Aim of the exercise:
The lines needed are those below that contain the word "labels"; copy each one.

Source material:
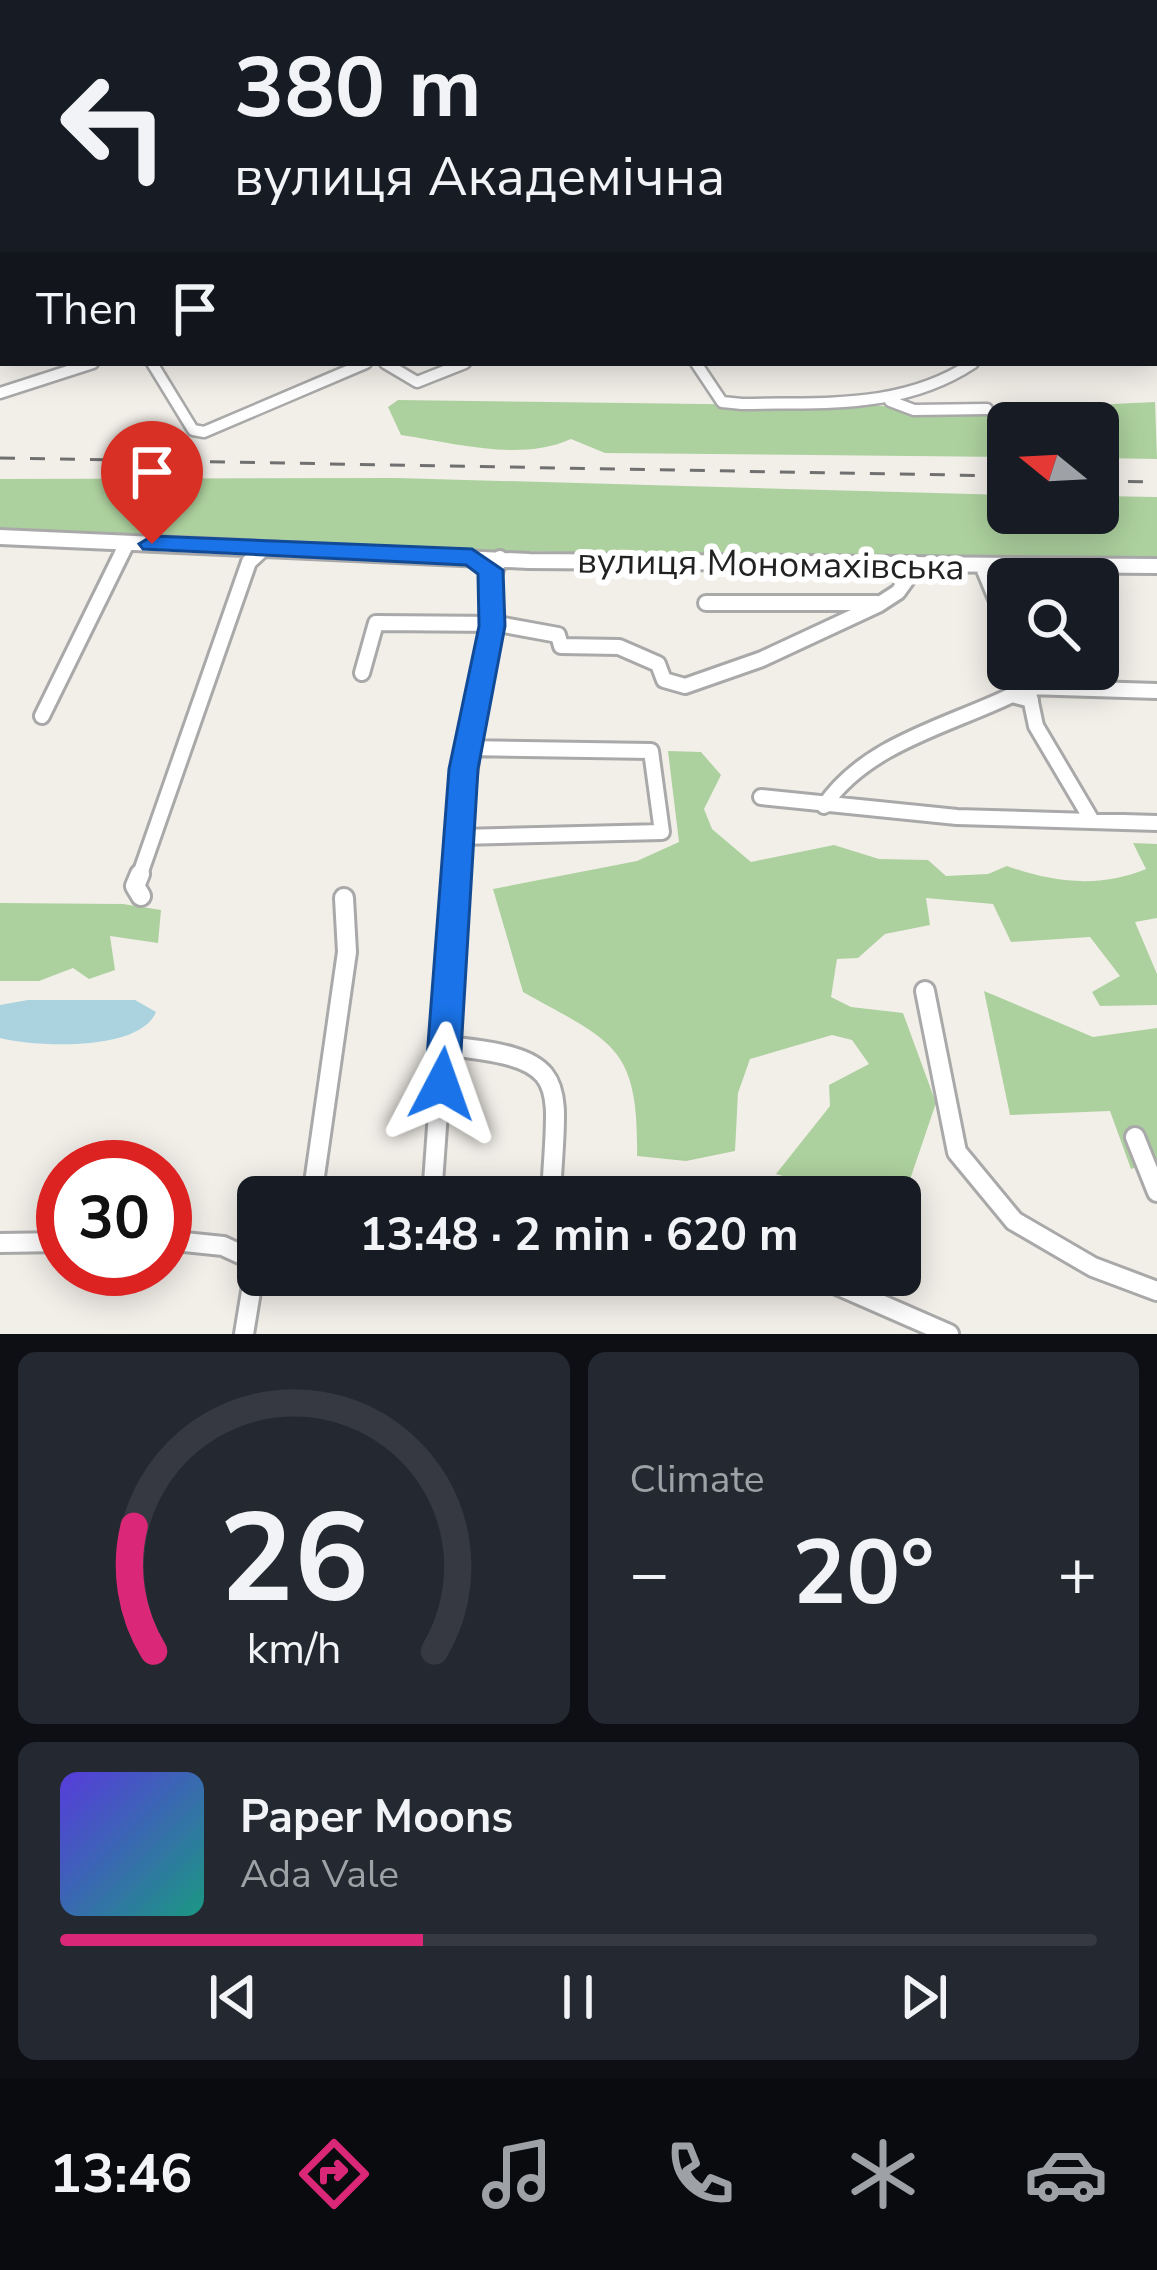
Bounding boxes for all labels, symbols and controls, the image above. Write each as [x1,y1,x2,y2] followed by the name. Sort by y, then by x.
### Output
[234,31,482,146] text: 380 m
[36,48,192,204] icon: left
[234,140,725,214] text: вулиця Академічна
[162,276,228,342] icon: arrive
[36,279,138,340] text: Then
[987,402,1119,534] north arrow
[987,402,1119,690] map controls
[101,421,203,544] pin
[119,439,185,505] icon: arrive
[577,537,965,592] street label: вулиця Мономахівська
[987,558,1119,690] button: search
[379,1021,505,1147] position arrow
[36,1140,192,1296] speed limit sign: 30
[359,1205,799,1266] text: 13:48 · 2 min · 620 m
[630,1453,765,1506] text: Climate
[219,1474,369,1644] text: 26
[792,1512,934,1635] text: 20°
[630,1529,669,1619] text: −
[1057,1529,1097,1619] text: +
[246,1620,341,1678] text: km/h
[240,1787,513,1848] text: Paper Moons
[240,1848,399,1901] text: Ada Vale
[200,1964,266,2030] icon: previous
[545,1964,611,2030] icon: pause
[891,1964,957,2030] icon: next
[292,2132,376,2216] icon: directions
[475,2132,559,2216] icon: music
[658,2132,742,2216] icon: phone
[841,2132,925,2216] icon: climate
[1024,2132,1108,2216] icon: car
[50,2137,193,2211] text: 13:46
==
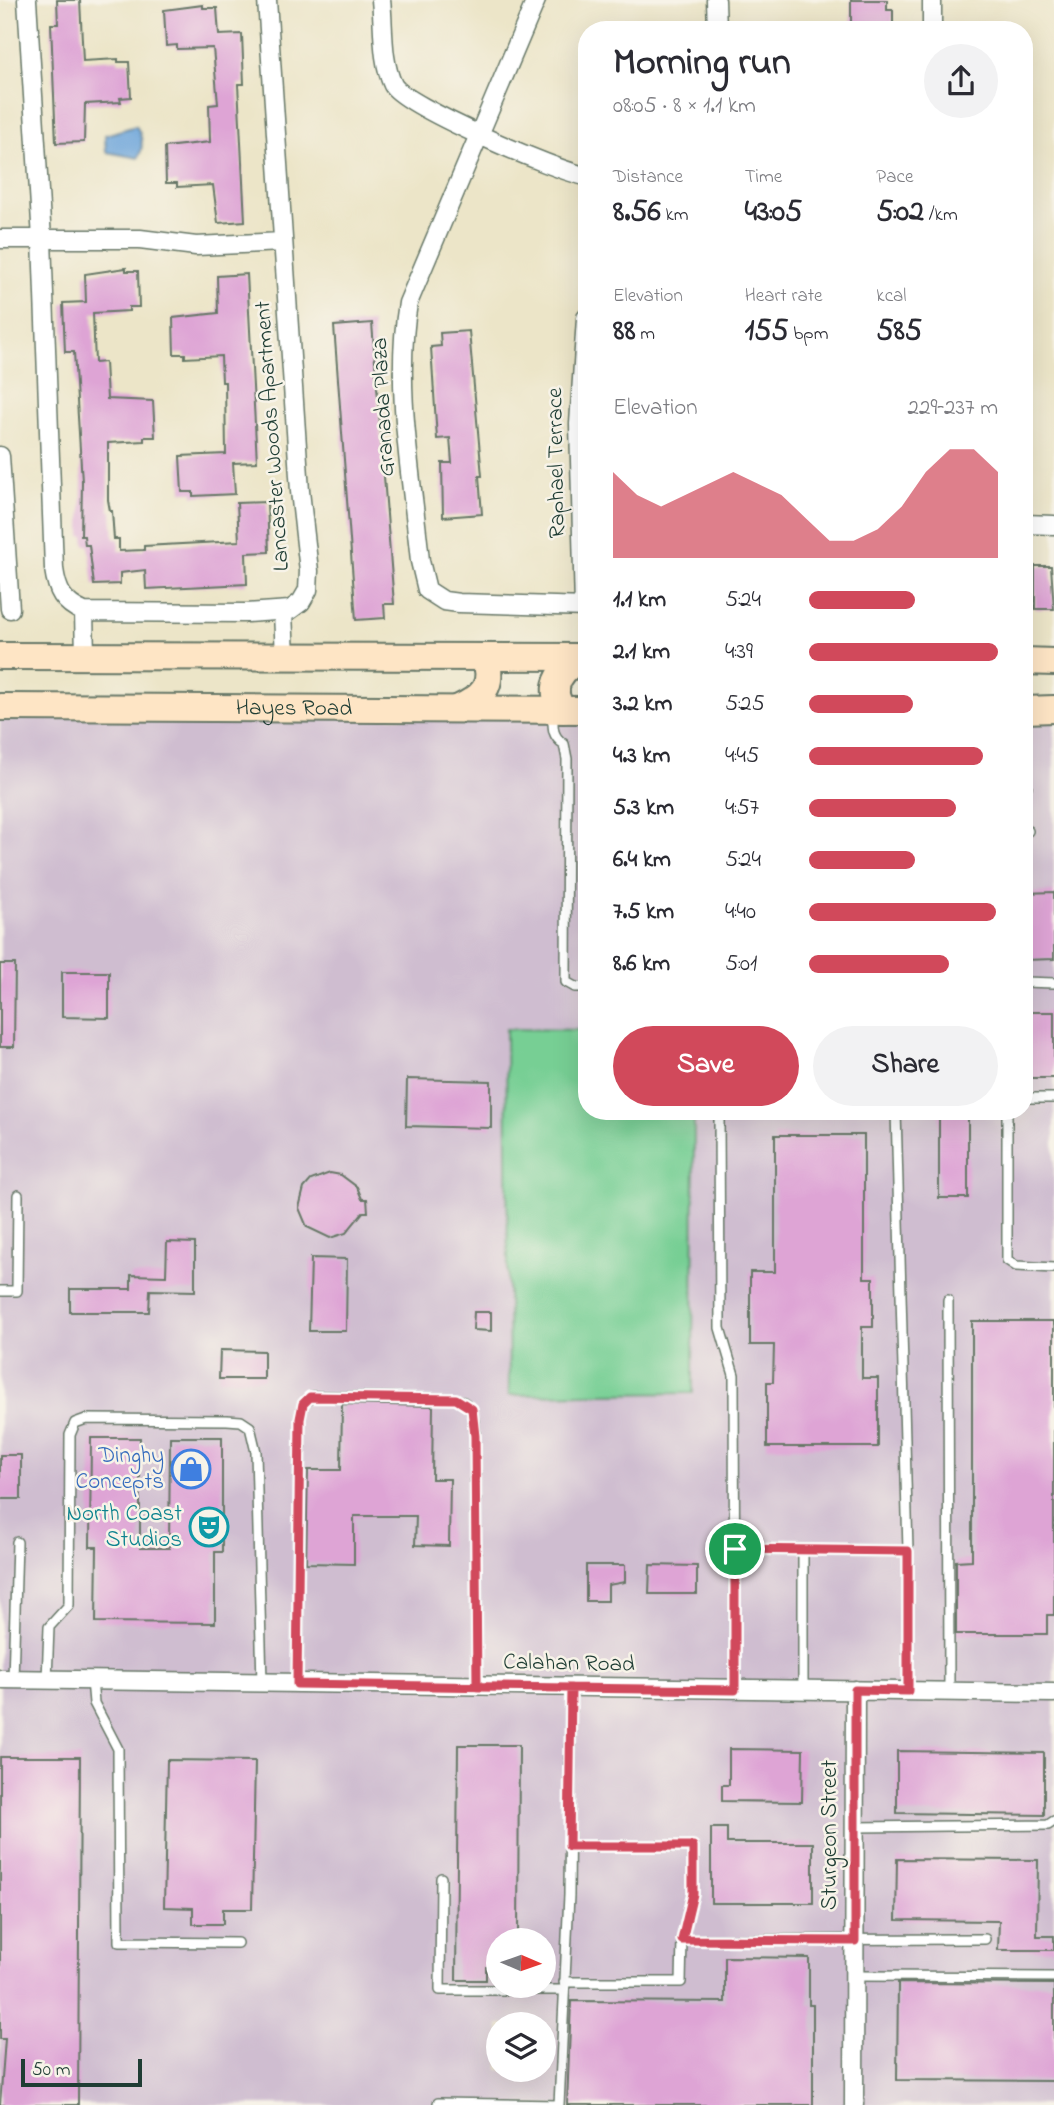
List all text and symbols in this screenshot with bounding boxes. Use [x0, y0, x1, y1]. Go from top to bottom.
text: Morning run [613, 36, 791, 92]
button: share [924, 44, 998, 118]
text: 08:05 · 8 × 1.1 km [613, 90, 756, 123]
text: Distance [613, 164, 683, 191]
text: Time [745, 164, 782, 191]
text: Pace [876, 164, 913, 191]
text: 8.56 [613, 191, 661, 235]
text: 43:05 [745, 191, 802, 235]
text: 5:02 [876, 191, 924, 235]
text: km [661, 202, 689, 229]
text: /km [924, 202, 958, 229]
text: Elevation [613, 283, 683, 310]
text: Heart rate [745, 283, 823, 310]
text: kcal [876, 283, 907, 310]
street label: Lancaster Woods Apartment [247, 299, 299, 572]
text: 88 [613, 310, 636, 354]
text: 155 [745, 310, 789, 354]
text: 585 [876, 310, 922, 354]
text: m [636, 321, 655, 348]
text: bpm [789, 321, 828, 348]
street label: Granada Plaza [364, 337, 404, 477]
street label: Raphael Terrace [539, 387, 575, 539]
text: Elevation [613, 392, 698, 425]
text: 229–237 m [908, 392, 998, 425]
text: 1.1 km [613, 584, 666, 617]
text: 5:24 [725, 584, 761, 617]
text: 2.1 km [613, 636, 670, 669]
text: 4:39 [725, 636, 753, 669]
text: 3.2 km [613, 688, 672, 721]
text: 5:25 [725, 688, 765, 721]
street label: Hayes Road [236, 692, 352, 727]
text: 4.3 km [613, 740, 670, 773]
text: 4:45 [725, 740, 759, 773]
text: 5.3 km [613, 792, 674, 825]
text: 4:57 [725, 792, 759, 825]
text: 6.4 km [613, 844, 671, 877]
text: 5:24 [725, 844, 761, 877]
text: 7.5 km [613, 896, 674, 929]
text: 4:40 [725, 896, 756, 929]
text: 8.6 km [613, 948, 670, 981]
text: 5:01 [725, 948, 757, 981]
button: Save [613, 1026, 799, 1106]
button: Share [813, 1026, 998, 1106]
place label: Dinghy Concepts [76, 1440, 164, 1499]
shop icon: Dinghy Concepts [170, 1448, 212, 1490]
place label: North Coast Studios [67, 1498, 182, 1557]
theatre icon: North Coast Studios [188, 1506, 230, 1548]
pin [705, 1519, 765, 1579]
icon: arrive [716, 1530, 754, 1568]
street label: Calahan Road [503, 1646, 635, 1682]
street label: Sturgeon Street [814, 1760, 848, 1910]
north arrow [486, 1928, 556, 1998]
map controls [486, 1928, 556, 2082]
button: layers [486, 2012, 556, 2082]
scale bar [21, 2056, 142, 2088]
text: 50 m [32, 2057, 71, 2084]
--
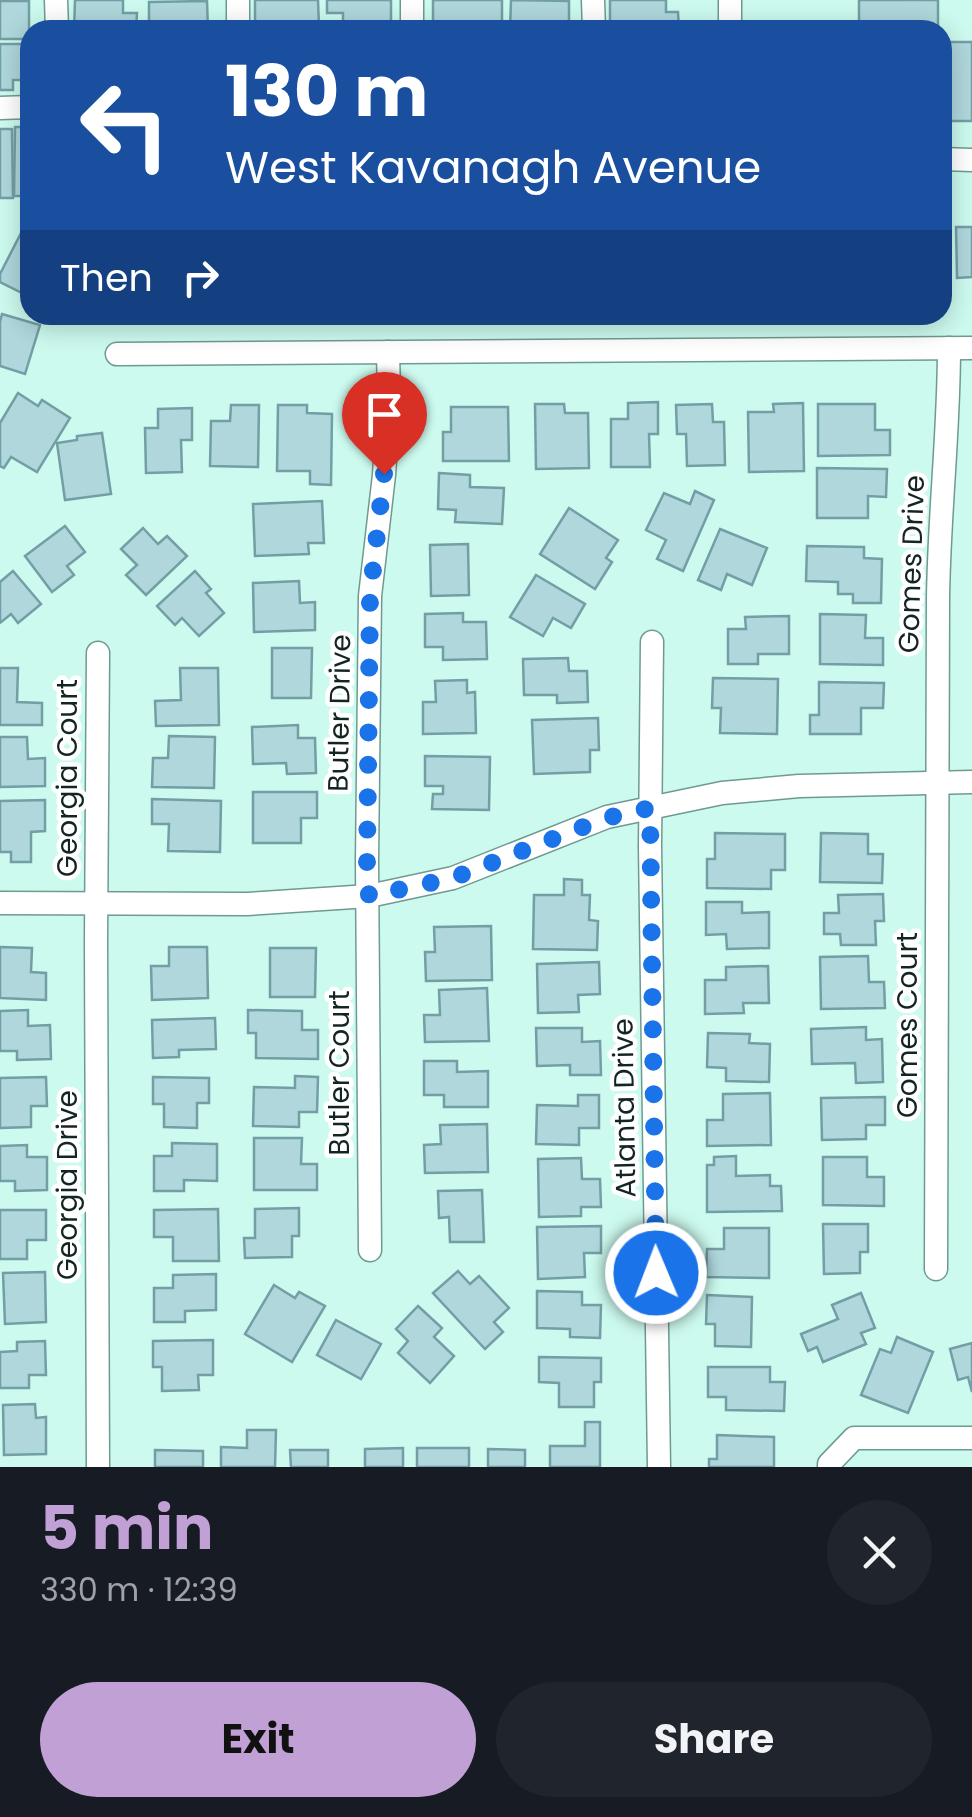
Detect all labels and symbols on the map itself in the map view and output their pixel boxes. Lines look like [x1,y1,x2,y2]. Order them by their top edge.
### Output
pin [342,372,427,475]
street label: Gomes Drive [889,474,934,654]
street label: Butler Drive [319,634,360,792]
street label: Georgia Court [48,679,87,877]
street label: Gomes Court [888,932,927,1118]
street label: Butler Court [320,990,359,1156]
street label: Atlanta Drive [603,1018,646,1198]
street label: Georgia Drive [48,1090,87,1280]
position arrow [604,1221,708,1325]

Response:
Bounding boxes for all labels, symbols and controls, the image above. Write each as [x1,y1,x2,y2] followed by the name. Sort by y, then by x.
Detect all labels and symbols on the map itself in the map view and output their pixel boxes. Lines look like [x1,y1,x2,y2]. Order them by their top edge.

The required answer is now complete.